In fact, this recent trend in feminine hygiene has been around since the 1900s. And a lot of women are rediscovering this product as an eco-friendly and cost-effective alternative to pads and tampons.
Menstrual cups are what they precisely sound like, small silicone cups that collect menstrual blood. Although it is a simple concept, they are still quite confusing despite the upturn they have had recently. For a little help, here are some factors to consider if you are intrigued about menstrual cups. So, read on!
They Are Sanitary
Menstrual cups are not very unpleasant, contrary to popular belief. If you are taking care of it appropriately, they are just as clean as any other menstrual products. Perhaps they might be more sanitary because they don’t clog up your pipes or sit in your trash.
If the gross factor keeps you on hold, then the rewards and advantages may make you reconsider. When using it, it is crucial to wash your hands before handling it. Take note that your fingers may go all over this cup during the insertion process since you must fold it up, so it fits inside you.
They Are Eco-friendly
Believe it or not, pads and tampons make a lot of trash. Thus, minimizing the amount you throw out can undoubtedly make a significant difference in the environment. You can do this by using menstrual cups.
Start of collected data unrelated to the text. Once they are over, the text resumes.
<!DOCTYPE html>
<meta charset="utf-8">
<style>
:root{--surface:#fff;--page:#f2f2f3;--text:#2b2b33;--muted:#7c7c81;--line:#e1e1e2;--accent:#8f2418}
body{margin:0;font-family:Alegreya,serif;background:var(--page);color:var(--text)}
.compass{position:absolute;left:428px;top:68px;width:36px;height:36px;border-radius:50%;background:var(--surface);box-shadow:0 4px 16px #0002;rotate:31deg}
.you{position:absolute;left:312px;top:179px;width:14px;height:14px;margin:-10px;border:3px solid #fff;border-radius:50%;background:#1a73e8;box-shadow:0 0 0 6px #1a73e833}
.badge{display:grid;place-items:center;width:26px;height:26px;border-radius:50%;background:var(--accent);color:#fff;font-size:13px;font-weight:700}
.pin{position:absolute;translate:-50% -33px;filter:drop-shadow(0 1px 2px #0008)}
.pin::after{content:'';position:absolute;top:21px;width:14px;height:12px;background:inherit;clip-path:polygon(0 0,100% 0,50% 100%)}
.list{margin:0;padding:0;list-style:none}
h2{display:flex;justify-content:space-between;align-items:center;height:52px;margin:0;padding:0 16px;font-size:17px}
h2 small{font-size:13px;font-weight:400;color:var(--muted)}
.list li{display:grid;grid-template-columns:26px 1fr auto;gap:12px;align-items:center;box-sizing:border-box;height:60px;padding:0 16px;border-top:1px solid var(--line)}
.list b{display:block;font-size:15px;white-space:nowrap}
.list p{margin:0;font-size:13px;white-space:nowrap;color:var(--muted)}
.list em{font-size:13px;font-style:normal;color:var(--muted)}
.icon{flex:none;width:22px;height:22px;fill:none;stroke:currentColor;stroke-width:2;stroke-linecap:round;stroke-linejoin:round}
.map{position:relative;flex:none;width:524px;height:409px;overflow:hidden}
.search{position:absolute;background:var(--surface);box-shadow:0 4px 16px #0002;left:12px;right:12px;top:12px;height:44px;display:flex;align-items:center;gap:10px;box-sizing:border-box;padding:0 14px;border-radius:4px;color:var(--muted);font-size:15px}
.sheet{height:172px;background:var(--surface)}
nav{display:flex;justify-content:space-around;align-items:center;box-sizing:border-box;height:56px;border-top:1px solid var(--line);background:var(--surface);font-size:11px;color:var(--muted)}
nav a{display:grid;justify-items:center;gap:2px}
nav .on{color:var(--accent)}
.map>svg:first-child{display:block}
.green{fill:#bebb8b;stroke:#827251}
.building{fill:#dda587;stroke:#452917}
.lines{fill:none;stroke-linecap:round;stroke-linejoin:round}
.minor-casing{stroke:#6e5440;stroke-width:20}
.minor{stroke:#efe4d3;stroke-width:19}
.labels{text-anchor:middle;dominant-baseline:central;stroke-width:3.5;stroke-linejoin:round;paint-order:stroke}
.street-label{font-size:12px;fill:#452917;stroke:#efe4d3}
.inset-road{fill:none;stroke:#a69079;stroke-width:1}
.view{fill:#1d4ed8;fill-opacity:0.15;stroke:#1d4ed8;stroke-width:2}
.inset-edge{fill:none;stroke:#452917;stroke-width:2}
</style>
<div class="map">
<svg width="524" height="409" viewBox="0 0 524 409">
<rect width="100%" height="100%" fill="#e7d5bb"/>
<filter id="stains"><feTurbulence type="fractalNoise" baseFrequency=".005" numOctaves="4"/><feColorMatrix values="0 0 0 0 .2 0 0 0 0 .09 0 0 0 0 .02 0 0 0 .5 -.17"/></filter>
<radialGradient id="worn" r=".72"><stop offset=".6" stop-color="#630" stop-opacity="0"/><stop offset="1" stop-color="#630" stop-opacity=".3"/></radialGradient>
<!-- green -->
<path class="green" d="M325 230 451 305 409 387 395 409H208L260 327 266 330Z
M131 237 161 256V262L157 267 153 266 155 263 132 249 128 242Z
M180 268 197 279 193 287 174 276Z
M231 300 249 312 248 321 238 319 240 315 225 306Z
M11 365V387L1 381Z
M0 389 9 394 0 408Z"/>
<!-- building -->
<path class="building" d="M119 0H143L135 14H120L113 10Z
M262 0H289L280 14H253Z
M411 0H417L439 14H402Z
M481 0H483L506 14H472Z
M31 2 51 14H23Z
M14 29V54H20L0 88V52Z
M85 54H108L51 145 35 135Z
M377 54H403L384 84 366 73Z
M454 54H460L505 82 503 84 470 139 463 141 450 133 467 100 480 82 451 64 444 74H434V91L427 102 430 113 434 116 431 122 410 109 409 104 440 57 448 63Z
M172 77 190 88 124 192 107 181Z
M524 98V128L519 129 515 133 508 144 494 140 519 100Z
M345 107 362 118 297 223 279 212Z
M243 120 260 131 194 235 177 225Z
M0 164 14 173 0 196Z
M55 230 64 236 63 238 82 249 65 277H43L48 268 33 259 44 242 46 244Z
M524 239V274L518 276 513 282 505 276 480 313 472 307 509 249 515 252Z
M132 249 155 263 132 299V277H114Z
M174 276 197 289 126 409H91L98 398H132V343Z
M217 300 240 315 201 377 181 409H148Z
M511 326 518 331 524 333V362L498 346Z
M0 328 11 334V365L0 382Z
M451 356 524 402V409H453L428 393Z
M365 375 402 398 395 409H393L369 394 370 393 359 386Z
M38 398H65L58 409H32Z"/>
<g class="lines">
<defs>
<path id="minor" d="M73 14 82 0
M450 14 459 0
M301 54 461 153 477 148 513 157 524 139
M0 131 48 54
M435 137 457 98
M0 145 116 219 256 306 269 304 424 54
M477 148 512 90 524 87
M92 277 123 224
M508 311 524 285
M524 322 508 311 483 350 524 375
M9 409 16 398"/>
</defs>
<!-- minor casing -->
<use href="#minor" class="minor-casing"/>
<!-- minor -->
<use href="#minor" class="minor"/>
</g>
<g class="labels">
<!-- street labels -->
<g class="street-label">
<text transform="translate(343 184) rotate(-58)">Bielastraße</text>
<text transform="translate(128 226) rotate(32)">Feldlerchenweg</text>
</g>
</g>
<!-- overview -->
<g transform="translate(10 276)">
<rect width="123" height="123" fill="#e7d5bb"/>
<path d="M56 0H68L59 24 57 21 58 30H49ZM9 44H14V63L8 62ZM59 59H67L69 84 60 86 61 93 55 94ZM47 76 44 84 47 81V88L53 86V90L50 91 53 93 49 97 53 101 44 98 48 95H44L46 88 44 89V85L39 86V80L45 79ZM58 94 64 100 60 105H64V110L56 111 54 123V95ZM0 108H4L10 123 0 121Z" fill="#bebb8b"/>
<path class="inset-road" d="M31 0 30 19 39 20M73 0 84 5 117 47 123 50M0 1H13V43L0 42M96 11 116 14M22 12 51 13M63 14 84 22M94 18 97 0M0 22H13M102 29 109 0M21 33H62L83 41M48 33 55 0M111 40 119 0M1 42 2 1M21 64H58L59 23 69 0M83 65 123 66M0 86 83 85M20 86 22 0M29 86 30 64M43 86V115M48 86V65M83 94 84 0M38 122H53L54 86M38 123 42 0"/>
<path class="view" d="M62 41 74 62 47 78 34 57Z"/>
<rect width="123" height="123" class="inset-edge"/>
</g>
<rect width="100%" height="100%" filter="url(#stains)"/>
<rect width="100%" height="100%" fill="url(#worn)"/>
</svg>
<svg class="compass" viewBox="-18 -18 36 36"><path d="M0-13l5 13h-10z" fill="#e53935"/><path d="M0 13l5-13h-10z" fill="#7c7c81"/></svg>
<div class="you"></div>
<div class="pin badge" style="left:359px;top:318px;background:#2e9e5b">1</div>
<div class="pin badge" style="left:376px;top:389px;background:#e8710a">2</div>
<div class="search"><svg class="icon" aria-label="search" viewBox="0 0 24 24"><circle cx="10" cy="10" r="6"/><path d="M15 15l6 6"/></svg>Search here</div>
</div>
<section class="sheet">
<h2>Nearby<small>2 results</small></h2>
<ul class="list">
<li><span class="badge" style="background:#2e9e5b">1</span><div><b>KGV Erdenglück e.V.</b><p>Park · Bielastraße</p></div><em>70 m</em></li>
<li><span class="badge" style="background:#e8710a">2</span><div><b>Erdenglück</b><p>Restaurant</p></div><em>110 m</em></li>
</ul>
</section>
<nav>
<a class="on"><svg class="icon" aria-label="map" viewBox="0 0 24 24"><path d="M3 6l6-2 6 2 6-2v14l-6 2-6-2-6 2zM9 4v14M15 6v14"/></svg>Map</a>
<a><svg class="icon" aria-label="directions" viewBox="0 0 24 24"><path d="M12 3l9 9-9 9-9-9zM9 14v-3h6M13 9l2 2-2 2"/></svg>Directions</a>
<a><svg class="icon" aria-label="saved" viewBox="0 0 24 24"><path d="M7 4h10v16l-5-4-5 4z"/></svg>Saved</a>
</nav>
These devices can last at least four years. Therefore, they generate less waste over time. Women using menstrual cups help cut back plastic waste. One menstrual cup produces about 0.4 percent of the plastic waste that pads build up. Additionally, using it can help conserve water as well because it hardly requires any water.
Cleaning Is Important
Even if a menstrual cup requires low maintenance for twelve hours at a time, you need to ensure you are cleaning it the right way when you take it out. As a rule of thumb, you must wash your menstrual cup with unscented, oil-free soap every twelve hours.
If you are in a public restroom, wipe it out with a tissue or rinse it off with drinkable water. Also, don’t forget to wash it when you get the chance. At the end of every cycle, give your menstrual cup an extra-thorough wash. Alternatively, you can boil it in a pot of water for about ten minutes.
Think about how much money you have spent on pads or tampons over the last four years. Has it reached the amount you’ve never expected? Perhaps you can buy some other important things with that accumulated money, right?
Take a menstrual cup and tampons in comparison. A menstrual cup costs about thirty dollars. And it can last up to four years. Say, for instance, you spent ten dollars a month on your pad or tampon for four years, spending 480 dollars. When you use a menstrual cup, you can save 450 dollars in your pocket. Hello, brand-new bag or shoes.
The Risks Are Similar To Tampons
The worry and problem with all menstrual products that are insertable is toxic shock syndrome. The warning you see on your Tampax box also applies in menstrual cups. In fact, there’s been a case report of toxic shock syndrome associated with the use of a menstrual cup. Toxic shock syndrome is rare. However, ensure you are following the guidelines by cleaning and removing your menstrual cup at least every twelve hours.
Most menstrual cup brands offer two sizes. One for women who have never been pregnant and for women under thirty. Needless to say, it is impossible for one size to be very large. Menstrual cups are not that big, perhaps at least four centimeters across. Also, they collapse.
Simple To Insert
Inserting a menstrual cup is relatively easy. You don’t have to be scared. However, it might be a challenge taking them out. You might need a little bit of learning curve to ensure you are not spilling. Although it may sound gross at first, you will get the hang of it after several tries.
Menstrual cups are an immediate and durable solution for women. It is good for the environment, saves money, and there is no waste. Also, women can enjoy swimming and running when using one, thus, making it an excellent solution.
However, it does come with challenges. Well, it can be scary to start using it for the first time. It needs behavioral change. Ultimately, they are safe and effective and can reduce water usage, waste, and save money.